Extracted data Block Start
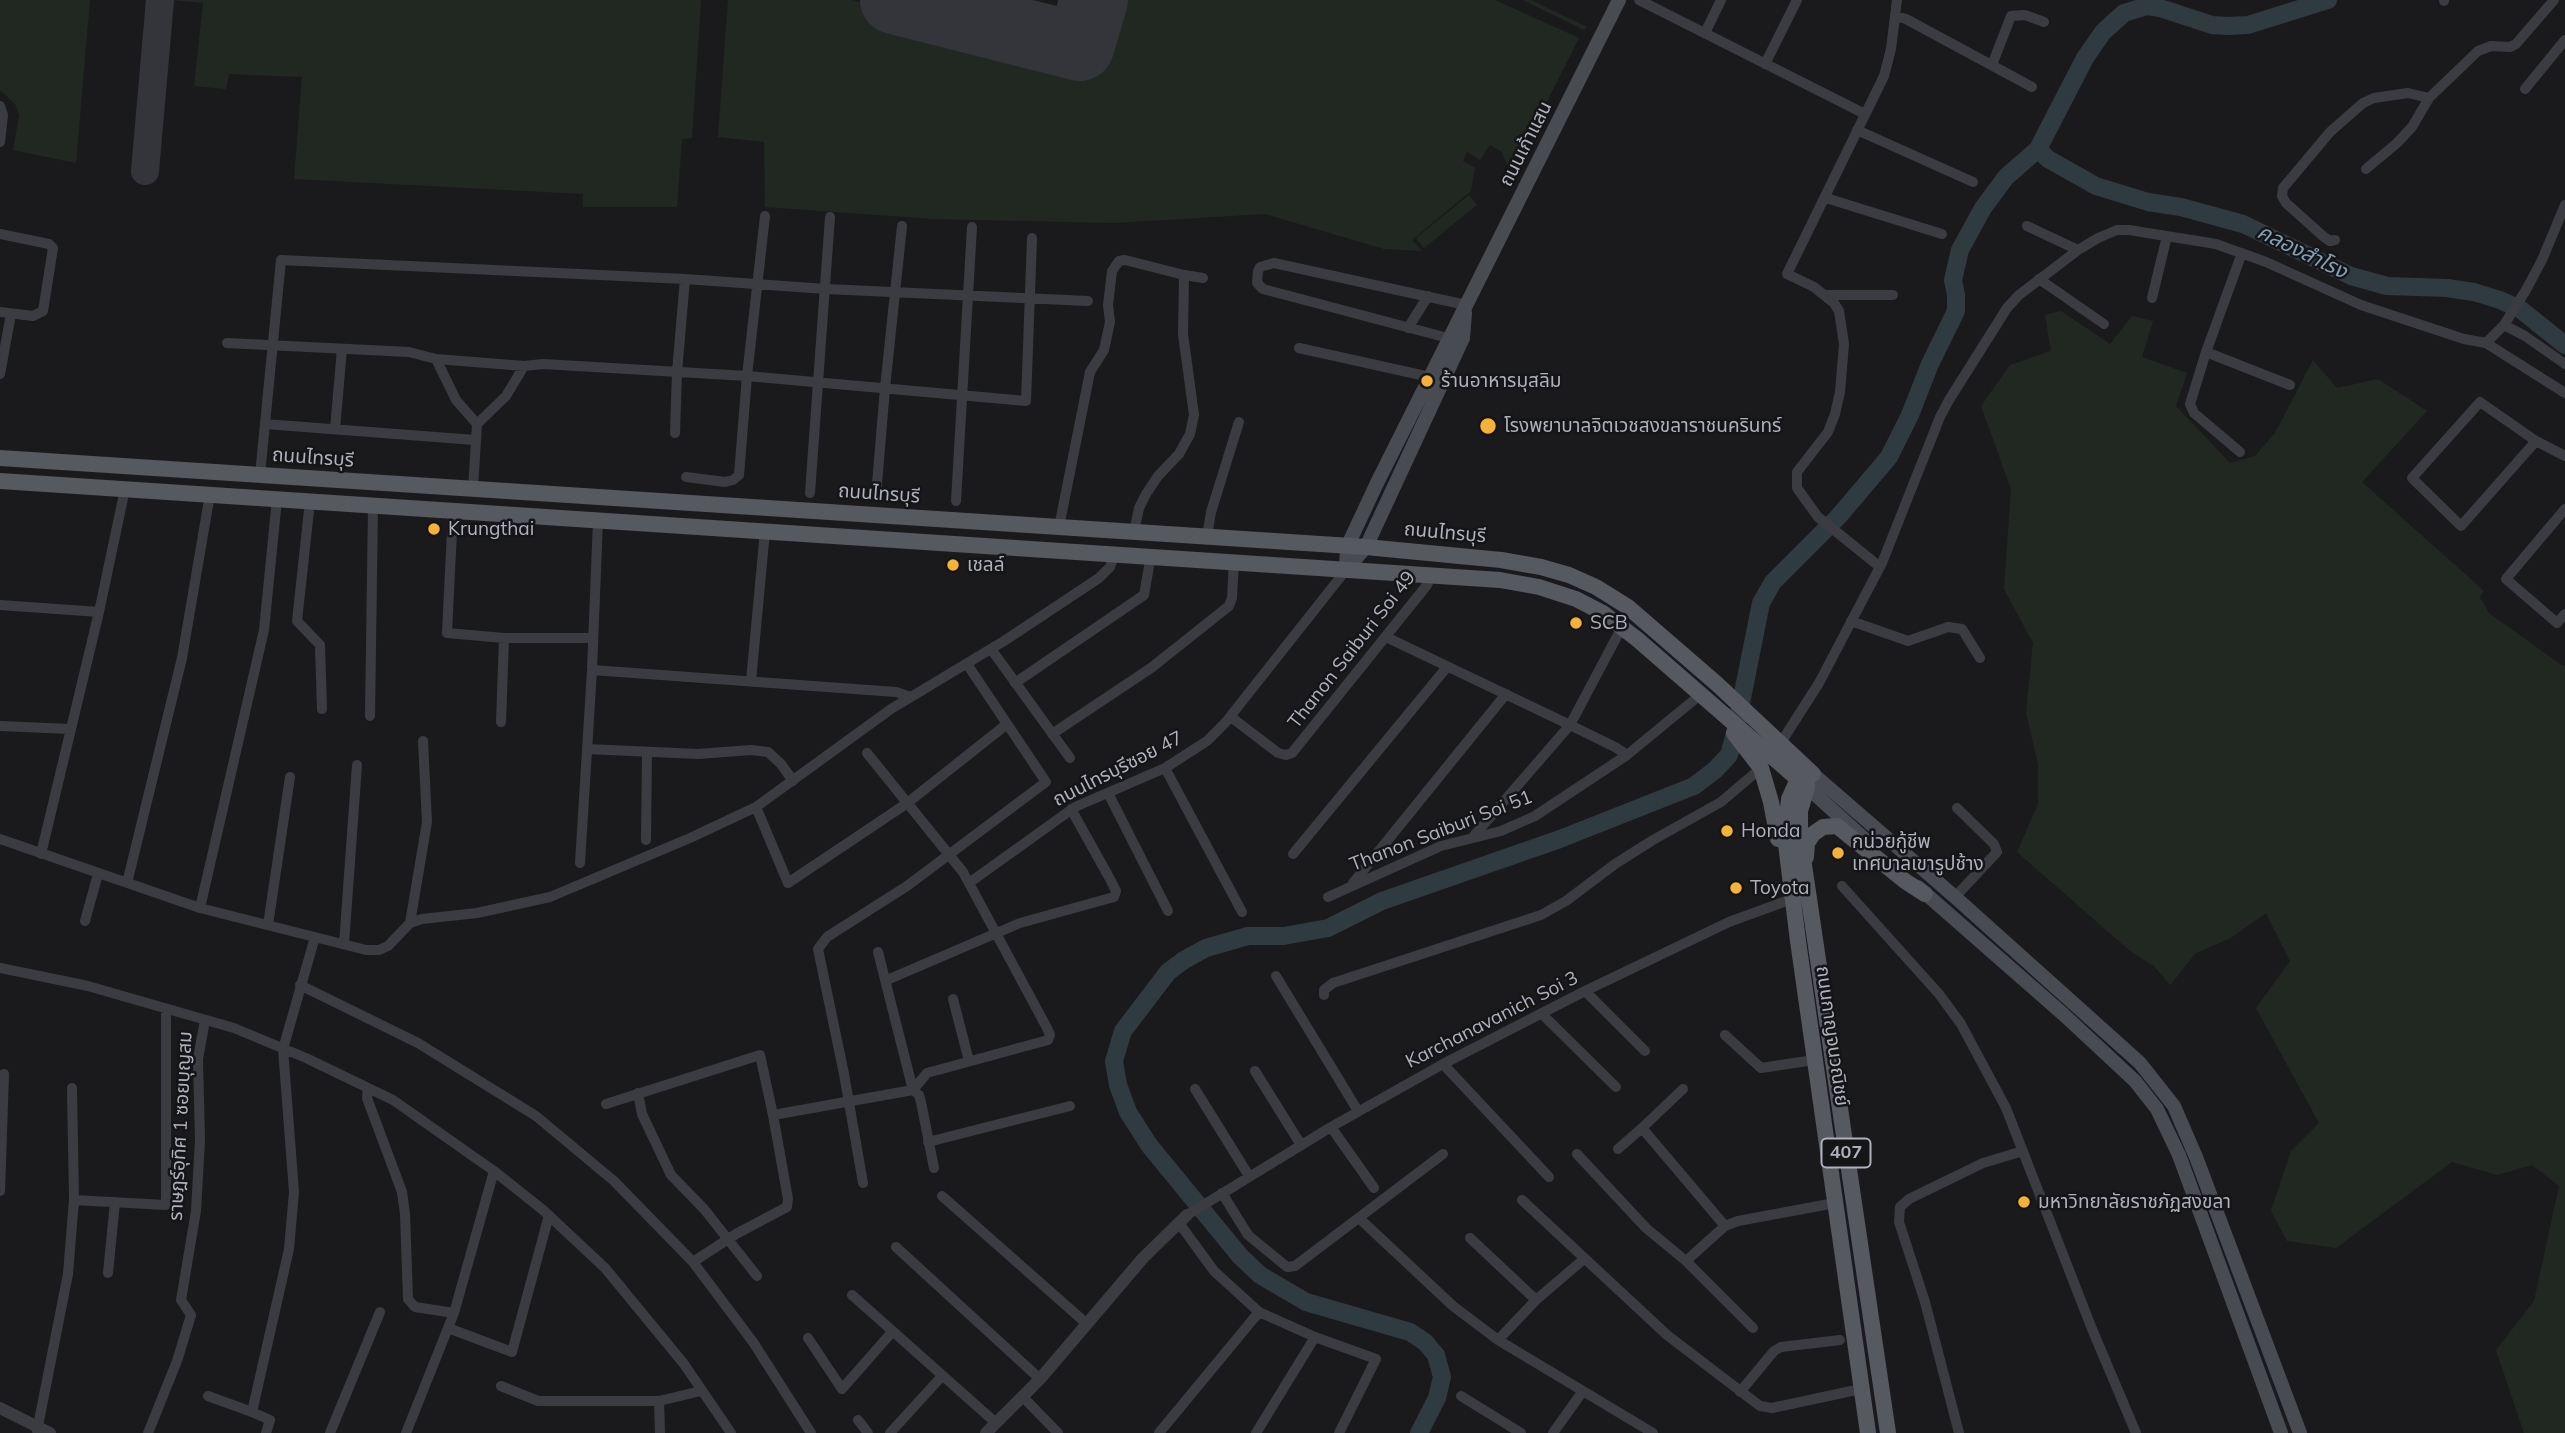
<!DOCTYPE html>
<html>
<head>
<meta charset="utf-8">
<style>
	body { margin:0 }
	canvas { display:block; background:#1a1a1d }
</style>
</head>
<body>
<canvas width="2565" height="1433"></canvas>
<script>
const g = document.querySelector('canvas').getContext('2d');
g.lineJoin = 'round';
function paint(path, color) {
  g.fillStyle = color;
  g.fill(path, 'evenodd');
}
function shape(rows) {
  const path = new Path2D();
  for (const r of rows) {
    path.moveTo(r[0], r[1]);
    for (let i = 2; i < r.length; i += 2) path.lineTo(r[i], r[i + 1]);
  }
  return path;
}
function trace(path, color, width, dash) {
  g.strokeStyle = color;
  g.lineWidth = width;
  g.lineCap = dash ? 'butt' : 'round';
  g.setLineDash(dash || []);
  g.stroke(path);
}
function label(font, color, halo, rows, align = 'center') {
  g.font = font + ' Mulish,"Noto Sans Thai",sans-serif';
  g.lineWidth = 5;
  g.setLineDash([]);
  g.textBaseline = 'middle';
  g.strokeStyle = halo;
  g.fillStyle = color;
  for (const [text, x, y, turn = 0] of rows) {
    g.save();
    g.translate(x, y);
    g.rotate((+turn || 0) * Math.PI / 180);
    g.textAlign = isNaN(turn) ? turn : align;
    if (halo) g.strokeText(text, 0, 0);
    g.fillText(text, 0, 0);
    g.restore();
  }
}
const green = shape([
	[0,0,90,0,76,163,13,150,19,116,15,104,0,90],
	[171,0,701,0,692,138,682,139,677,207,583,207,583,194,294,179,302,77,229,74,226,89,194,86,203,3],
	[728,0,852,0,1082,58,1100,0,1495,0,1579,38,1520,155,1507,165,1502,152,1490,145,1480,160,1467,152,1463,161,1475,168,1471,191,1412,240,1422,251,1384,249,1265,214,1114,223,933,219,765,207,764,142,718,137],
	[1523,0,1531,0,1587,27,1584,30],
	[1469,195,1477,205,1424,248,1416,238],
	[2061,311,2110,344,2132,316,2153,321,2142,357,2187,373,2176,406,2230,463,2255,456,2275,433,2313,360,2337,388,2378,379,2427,411,2362,482,2484,591,2480,597,2489,613,2563,666,2565,665,2565,1433,2524,1433,2496,1350,2534,1301,2559,1186,2532,1165,2497,1175,2452,1162,2336,1248,2287,1241,2271,1211,2291,1151,2319,1123,2256,1008,2290,961,2266,913,2231,938,2196,953,2170,985,2154,966,2130,951,2017,852,2038,804,2038,764,2026,713,2033,643,2004,589,2011,489,1981,406,2010,365,2051,351,2045,315]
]);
const river = shape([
	[2038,149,2048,159,2096,186,2148,202,2181,207,2243,224,2351,276,2387,286,2447,288,2474,292,2500,300,2520,309,2565,345],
	[1419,1433,1437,1398,1442,1377,1436,1355,1425,1342,1410,1332,1306,1302,1260,1275,1240,1256,1149,1145,1128,1112,1118,1085,1114,1061,1123,1031,1168,972,1184,960,1206,948,1248,936,1284,936,1328,928,1382,901,1560,839,1694,786,1715,770,1729,755,1735,733,1761,603,1773,582,1839,516,1889,457,1910,415,1930,364,1956,311,1956,295,1953,280,1960,250,1983,208,2006,177,2038,149,2085,58,2103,32,2124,13,2147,6,2160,8,2212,25,2228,26,2248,25,2328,0]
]);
const taxiway = shape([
	[145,171,160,0]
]);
const runway = shape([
	[894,0,1080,47,1094,0]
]);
const minor = shape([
	[1639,0,1865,114],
	[2444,1,2444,0],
	[1895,16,1906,19,2032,87],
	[1705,33,1721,0],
	[1765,64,1797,0],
	[1992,65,2011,16,2025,15,2044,22],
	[2525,89,2565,40],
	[0,106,3,115,0,142],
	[1857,130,1973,182],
	[2366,169,2397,143,2412,127,2429,98,2478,51,2491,46,2510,47,2516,44,2554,0],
	[1826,198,1942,234],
	[2027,226,2078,250],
	[0,234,49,244,53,248,43,311,33,316,0,312],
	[2335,240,2330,241,2324,237,2286,203,2282,196,2283,188,2330,132,2363,103,2374,98,2408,93,2429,98],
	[1184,275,1203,278],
	[2039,279,2104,324],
	[1826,295,1893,295],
	[2152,298,2167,236],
	[2504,325,2525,336,2565,364],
	[1408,328,1428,296],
	[1448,338,1263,289,1257,283,1258,271,1260,267,1274,263,1466,305],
	[227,343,409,352,436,359,524,366,543,364,747,376,1026,401,1032,238],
	[2486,343,2565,393],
	[1299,348,1430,377],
	[2206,352,2290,385],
	[436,359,456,400,477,424],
	[0,374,11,314],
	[265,424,475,440],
	[335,429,342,349],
	[675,433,677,372,685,279],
	[2536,441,2480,402,2412,478,2461,526,2536,441,2565,456],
	[2240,452,2194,413,2190,404,2206,352,2242,253],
	[260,475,281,260,685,279,826,289,1088,301],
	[686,477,725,482,733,480,739,475,747,376,765,216],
	[473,489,477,424,506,396,524,366],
	[810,493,830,217],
	[876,496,885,388,902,226],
	[310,501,297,621,320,645,322,709],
	[956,501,972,227],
	[2565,509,2506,579,2557,623,2565,614],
	[453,510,447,633,504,638,593,638],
	[1059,527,1090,372,1104,350,1110,322,1108,305,1112,271,1119,261,1125,260,1184,275,1183,334,1194,415,1190,434,1179,454,1158,476,1146,494,1139,508,1134,532],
	[1207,537,1211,512,1239,422],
	[1880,567,1818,517,1797,488,1797,472,1828,432,1835,414,1840,392,1844,344,1839,311,1834,303,1814,287,1787,274,1884,76,1891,49,1897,0],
	[0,605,99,612],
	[1851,621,1908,641,1948,627,1962,629,1980,658],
	[1386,637,1570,725,1615,747,1627,755],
	[991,649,1070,758],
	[592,670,896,692,911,697],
	[751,681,765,531],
	[1015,683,1144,595,1151,555],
	[370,716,373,506],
	[1231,717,1278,753,1286,755,1292,753,1427,585,1432,574],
	[501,722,504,638],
	[0,726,70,729],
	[1052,734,1151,668,1229,606,1232,598,1234,561],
	[1780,744,1819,683,1882,563,1940,417,1949,400,2007,308,2019,295,2078,250,2098,238,2117,230,2129,230,2216,244,2266,262,2361,305,2464,339,2486,343,2504,325,2526,290,2542,260,2565,205],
	[587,749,698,754,751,750,768,752,781,764,793,781],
	[867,753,963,872,1047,1028,1050,1035,1048,1040,927,1073,913,1090,878,952],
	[1165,768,1242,912],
	[1108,793,1168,911],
	[756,807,788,883,906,804,1007,724],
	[1472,838,1570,725,1622,627],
	[0,839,200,908,366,950,379,950,388,946,410,923,422,919,477,913,550,897,690,838,756,807,891,709,1004,641,1099,578,1110,567,1115,553],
	[646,840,647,753],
	[41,854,99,612,125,489],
	[1293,854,1447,667],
	[580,863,592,670,598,520],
	[127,883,182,658,210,494],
	[969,883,1075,807,1165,768,1207,741,1225,723,1346,570],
	[1353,883,1506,694],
	[1842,886,1939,994,1961,1024,2006,1108,2092,1329,2136,1433],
	[1328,897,1441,846,1501,831,1535,816,1627,755,1700,695],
	[1955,897,1997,852,1994,844,1957,808],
	[200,908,264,630,277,499],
	[85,921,98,874],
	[410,923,427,822,423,741],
	[268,925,290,777],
	[344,944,357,765],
	[0,968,88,986,234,1028,306,1058,393,1100,494,1171,543,1210,605,1268,684,1364,731,1433],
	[1276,976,1358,1111],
	[887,980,1020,923,1114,897,1116,891,1110,879,1071,809],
	[300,985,418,1043,536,1116,614,1181,693,1262,753,1342,811,1433],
	[1585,991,1645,1051],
	[1324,995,1324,990,1333,983,1541,915,1566,901,1615,864,1653,840,1721,802,1761,768],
	[953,999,969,1061],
	[1542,1014,1616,1087],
	[1725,1035,1761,1068,1814,1060],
	[1443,1064,1549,1177],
	[1255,1071,1301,1145],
	[368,1088,367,1098,402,1192,405,1214,408,1299,415,1307,454,1313],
	[1195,1089,1249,1176],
	[1683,1089,1642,1128,1725,1226],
	[638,1093,642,1114,671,1175,704,1209,757,1276],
	[606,1104,760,1055,773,1115,788,1199,787,1207,736,1234,693,1262],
	[773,1115,913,1090,919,1095,921,1102,934,1168],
	[1331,1127,1374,1188],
	[928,1142,1070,1106],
	[1618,1149,1642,1128],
	[1577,1154,1646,1228,1686,1261,1753,1328],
	[863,1183,844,1074,818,949,827,937,907,886,1046,782,967,664],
	[0,1191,4,1074],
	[1222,1193,1248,1235,1287,1267,1295,1266,1443,1154],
	[942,1196,1087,1324],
	[74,1200,166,1205,166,1009],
	[1522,1200,1667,1335,1760,1406,1772,1408,1861,1389],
	[1187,1215,1331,1127,1443,1064,1585,991,1729,922,1789,900],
	[1360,1219,1453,1306,1498,1340,1653,1433],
	[1179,1223,1214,1271,1259,1312,1315,1337,1376,1359,1339,1433],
	[1470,1238,1536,1300],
	[896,1247,1040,1379],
	[1686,1261,1725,1226,1738,1221,1835,1203],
	[108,1273,115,1202],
	[852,1295,996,1423],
	[448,1328,512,1352,549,1215],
	[808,1338,842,1389,892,1332],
	[1498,1340,1536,1300,1584,1259],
	[501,1386,538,1401,659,1401,701,1391],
	[1740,1392,1774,1351,1781,1347,1840,1340],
	[208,1396,252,1412],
	[1022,1396,1058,1433],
	[1461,1396,1521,1433],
	[659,1401,660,1433],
	[858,1420,868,1433],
	[37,1431,68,1274,74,1200,72,1088],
	[148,1433,177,1361,191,1315,181,1300,196,1211,200,1140,198,1059,205,1020],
	[266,1433,270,1420,252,1412,289,1249,294,1192,283,1049,315,937],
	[330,1433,380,1312],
	[406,1433,454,1313,494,1171],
	[890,1433,942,1376],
	[1159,1433,1259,1312],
	[1256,1433,1315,1337],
	[1553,1433,1583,1391],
	[1959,1433,1925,1302,1899,1222,1900,1207,1909,1199,1983,1163,2023,1151]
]);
const tertiary = shape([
	[0,1408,50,1433],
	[986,1433,1040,1379,1143,1258,1187,1215]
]);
const secondary = shape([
	[1346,570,1347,547,1377,483,1619,0],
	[1346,570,1366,547,1463,338,1465,313],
	[1813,774,1955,897,2140,1063,2174,1106,2196,1157,2300,1433],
	[1807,787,1869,843],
	[1918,887,2063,1014,2135,1081,2157,1109,2179,1155,2281,1433]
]);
const primary = shape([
	[0,458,1366,547,1501,560,1541,567,1569,575,1596,587,1628,607,1717,684,1813,774],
	[0,481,1500,580,1539,587,1576,599,1603,613,1637,639,1807,787],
	[1734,733,1761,768,1771,802,1778,839],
	[1807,774,1798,779,1789,799,1785,836,1798,941,1868,1433],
	[1807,777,1807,787,1800,811,1800,838,1888,1433],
	[1806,857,1807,843,1813,834,1823,827,1837,826,1905,881,1925,894]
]);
const markers = [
	[1427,381,7,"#f4b23a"],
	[1488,426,9,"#f4b23a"],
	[434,529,7,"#f4b23a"],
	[953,565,7,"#f4b23a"],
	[1576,623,7,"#f4b23a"],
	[1727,831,7,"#f4b23a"],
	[1838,853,7,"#f4b23a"],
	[1736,888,7,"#f4b23a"],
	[2024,1202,7,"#f4b23a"]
];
const shields = [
	[1846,1153,49]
];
const shieldNames = [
	["407",1846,1153]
];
const streetNames = [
	["ถนนเก้าแสน",1526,144,-63],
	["ถนนไทรบุรี",313,458,4],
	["ถนนไทรบุรี",879,494,4],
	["ถนนไทรบุรี",1445,533,5],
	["Thanon Saiburi Soi 49",1352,650,-52],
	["ถนนไทรบุรีซอย 47",1118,769,-27],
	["Thanon Saiburi Soi 51",1441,831,-21],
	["Karchanavanich Soi 3",1492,1020,-27],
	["ถนนกาญจนวณิชย์",1832,1036,82],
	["ราษฎร์อุทิศ 1 ซอยบุญสม",181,1126,-87]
];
const poiNames = [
	["ร้านอาหารมุสลิม",1441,381],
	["โรงพยาบาลจิตเวชสงขลาราชนครินทร์",1504,426],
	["Krungthai",448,529],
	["เชลล์",967,565],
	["SCB",1590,623],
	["Honda",1741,831],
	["กน่วยกู้ชีพ",1852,842],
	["เทศบาลเขารูปช้าง",1852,864],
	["Toyota",1750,888],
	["มหาวิทยาลัยราชภัฏสงขลา",2038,1202]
];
const waterNames = [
	["คลองสำโรง",2302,252,26]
];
paint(green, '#202821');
trace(river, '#303a41', 18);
trace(taxiway, '#34353a', 28);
trace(runway, '#34353a', 68);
trace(minor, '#3b3c42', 10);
trace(tertiary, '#3b3c42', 12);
trace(secondary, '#494b52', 14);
trace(primary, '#575961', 16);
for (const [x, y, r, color] of markers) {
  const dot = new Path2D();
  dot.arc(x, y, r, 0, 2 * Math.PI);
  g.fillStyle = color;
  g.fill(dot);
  trace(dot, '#151518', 2.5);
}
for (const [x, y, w] of shields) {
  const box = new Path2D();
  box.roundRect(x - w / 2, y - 14.5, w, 29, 5);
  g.fillStyle = '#151518';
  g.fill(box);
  trace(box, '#adb2bc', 2);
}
label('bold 18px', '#adb2bc', null, shieldNames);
label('19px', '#adb2bc', '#151518', streetNames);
label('19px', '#adb2bc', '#151518', poiNames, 'left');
label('italic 21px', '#84a0b7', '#151518', waterNames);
</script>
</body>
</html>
Extracted data Block End
Exercise prompt -
From the listing above, copy every line where the string "rows" is found.

Solution for this exercise -
function shape(rows) {
  for (const r of rows) {
function label(font, color, halo, rows, align = 'center') {
  for (const [text, x, y, turn = 0] of rows) {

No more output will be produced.